**Task data**
_ _ _ _

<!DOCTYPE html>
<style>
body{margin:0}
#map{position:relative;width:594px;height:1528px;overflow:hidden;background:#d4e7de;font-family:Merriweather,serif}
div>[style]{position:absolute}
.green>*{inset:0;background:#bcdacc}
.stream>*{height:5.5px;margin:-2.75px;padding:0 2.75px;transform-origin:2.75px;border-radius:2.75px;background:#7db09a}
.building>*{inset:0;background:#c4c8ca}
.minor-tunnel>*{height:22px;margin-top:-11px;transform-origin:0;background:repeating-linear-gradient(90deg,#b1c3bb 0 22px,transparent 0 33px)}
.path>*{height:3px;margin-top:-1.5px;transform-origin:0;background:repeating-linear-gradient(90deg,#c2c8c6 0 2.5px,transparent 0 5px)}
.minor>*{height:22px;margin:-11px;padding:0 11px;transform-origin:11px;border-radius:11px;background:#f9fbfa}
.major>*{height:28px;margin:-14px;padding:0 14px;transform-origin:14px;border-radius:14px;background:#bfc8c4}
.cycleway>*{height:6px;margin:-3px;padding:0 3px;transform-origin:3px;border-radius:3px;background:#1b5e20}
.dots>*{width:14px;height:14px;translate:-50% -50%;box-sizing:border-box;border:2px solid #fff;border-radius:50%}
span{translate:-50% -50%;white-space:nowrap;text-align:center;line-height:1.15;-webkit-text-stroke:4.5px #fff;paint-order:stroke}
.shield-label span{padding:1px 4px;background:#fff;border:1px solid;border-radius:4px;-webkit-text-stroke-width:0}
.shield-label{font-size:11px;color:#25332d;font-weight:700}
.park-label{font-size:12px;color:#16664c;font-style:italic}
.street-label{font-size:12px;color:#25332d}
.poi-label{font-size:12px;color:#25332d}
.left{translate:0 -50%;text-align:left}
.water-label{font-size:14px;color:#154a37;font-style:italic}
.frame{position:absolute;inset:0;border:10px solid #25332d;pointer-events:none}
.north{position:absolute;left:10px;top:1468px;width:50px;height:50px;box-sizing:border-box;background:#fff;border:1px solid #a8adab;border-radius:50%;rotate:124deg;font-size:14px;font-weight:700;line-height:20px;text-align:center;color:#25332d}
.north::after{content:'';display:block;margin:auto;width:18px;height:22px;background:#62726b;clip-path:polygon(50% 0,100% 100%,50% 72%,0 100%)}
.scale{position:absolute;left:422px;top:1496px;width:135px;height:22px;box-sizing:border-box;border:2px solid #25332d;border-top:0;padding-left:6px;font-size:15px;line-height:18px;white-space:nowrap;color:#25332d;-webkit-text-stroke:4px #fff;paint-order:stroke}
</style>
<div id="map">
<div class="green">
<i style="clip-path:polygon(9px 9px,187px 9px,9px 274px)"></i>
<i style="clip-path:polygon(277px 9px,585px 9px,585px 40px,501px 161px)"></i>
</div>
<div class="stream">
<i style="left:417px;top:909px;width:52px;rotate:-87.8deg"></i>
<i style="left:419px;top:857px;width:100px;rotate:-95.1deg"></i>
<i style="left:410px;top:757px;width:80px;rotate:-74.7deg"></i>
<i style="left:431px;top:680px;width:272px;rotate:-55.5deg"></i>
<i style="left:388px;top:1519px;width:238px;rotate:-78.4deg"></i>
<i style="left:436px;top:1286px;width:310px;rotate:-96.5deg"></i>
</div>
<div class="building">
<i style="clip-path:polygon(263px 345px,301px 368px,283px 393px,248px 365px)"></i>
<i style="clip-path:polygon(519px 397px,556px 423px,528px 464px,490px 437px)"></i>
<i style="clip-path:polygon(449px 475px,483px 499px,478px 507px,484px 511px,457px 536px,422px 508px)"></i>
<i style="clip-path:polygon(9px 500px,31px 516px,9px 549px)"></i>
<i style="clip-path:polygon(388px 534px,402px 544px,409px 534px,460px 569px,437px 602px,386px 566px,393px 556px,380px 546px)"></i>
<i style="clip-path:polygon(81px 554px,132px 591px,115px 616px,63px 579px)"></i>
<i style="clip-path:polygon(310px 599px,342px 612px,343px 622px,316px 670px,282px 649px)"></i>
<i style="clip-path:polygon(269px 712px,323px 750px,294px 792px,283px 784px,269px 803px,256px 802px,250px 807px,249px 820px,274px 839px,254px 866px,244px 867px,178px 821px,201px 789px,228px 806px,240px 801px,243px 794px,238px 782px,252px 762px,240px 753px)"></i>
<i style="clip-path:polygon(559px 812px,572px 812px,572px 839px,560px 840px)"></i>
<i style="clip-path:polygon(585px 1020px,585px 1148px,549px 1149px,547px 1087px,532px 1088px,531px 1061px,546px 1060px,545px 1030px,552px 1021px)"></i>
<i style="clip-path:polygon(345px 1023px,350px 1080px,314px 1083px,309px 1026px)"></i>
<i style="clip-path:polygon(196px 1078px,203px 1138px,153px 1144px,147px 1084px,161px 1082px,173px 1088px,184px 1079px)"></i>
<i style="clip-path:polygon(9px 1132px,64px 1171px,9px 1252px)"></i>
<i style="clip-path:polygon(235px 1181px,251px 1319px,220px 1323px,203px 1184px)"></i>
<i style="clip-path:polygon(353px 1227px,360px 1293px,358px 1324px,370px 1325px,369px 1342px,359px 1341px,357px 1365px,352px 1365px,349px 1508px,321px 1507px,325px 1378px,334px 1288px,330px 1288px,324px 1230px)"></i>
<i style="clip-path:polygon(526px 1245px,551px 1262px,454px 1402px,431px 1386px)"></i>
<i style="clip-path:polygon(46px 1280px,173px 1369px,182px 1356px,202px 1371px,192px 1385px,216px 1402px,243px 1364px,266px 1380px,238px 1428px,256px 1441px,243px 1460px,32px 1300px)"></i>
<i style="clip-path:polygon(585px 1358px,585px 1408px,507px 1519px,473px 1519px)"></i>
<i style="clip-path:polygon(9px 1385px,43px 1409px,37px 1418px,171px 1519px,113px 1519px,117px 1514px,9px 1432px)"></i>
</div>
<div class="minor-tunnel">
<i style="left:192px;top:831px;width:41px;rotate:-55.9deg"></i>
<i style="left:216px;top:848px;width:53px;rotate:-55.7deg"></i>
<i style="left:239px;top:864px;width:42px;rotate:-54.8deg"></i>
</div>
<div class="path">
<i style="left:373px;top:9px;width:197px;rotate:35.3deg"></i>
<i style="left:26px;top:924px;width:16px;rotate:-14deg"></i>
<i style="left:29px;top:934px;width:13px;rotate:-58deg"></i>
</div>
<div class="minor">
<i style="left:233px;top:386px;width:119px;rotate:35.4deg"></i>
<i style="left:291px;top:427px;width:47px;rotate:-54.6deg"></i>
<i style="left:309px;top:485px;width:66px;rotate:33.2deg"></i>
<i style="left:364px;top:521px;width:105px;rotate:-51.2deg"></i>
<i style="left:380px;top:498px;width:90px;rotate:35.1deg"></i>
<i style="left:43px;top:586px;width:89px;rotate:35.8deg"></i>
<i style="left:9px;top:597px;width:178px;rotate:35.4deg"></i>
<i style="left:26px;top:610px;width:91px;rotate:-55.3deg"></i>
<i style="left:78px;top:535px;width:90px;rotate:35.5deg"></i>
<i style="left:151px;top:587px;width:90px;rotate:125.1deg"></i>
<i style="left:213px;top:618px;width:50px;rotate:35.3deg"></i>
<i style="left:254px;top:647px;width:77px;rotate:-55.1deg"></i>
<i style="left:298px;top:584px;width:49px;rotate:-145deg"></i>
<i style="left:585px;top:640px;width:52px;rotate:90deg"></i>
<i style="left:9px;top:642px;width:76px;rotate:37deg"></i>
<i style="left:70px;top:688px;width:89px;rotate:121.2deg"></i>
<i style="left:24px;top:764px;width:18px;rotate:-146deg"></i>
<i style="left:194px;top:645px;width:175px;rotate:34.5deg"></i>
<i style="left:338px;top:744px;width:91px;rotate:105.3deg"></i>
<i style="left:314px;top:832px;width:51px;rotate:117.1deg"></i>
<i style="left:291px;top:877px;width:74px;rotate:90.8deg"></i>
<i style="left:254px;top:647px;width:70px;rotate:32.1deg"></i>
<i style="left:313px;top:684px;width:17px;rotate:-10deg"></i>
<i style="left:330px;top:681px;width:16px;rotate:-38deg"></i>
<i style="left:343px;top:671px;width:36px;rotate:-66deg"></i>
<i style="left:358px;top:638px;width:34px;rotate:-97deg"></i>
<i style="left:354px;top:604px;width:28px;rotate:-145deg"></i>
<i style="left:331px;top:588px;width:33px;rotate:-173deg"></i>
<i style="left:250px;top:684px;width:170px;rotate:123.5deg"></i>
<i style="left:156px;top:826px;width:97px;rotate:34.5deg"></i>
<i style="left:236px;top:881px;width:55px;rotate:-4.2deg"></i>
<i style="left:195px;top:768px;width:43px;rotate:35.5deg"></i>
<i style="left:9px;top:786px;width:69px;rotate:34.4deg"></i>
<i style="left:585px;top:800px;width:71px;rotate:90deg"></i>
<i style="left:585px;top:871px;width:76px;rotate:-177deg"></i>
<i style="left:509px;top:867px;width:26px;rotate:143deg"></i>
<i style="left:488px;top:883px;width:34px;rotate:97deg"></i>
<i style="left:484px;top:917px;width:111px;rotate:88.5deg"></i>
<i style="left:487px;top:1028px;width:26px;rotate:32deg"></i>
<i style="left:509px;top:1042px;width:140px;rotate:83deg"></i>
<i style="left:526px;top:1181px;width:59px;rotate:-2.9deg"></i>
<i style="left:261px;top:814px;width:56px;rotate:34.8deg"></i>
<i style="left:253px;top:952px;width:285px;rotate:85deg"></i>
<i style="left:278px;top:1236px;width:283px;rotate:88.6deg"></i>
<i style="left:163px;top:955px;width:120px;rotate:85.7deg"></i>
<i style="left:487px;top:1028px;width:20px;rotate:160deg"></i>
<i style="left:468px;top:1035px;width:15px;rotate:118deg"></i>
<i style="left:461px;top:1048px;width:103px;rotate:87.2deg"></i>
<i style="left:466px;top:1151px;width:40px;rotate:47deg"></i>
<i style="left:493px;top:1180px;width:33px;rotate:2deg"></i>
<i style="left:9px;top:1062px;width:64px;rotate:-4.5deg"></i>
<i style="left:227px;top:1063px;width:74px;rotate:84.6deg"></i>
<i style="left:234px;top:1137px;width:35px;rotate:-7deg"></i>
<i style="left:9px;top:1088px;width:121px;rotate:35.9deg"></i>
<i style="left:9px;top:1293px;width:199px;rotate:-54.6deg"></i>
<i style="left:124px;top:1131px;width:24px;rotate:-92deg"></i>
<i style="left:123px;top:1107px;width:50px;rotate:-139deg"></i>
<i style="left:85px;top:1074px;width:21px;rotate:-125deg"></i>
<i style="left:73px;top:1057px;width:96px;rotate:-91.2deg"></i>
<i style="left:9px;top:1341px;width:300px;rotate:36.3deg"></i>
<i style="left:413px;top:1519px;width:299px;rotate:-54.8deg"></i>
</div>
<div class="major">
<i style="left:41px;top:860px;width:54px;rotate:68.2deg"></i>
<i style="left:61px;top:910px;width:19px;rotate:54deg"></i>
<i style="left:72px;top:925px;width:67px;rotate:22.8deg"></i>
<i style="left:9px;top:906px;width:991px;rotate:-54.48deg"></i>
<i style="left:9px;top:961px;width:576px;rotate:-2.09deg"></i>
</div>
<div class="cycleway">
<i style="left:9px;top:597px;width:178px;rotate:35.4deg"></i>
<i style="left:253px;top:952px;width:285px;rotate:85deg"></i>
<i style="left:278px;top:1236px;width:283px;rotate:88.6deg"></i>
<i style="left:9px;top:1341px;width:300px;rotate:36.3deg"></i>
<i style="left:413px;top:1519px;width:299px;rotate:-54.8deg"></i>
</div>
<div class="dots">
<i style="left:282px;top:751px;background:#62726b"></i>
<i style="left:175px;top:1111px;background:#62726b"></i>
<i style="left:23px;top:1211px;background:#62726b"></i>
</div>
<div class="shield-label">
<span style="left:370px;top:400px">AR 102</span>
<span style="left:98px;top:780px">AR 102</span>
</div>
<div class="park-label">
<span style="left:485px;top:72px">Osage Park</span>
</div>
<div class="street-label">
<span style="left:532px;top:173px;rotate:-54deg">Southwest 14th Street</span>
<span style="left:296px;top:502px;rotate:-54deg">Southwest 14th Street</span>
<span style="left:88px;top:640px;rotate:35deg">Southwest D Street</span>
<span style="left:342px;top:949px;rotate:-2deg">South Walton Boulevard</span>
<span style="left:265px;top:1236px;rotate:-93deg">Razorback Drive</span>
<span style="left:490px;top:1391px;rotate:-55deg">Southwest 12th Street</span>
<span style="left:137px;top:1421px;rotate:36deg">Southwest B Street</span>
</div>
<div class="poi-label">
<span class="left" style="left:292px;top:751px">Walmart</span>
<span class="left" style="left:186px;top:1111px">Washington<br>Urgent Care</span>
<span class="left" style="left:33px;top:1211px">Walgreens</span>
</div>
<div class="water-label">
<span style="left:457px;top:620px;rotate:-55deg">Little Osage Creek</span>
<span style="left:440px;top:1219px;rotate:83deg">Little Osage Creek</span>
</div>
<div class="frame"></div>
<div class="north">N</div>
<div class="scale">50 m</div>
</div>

_ _ _ _

**What the task requires**
For each line above that includes "stream", make a copy.

**Finished task**
.stream>*{height:5.5px;margin:-2.75px;padding:0 2.75px;transform-origin:2.75px;border-radius:2.75px;background:#7db09a}
<div class="stream">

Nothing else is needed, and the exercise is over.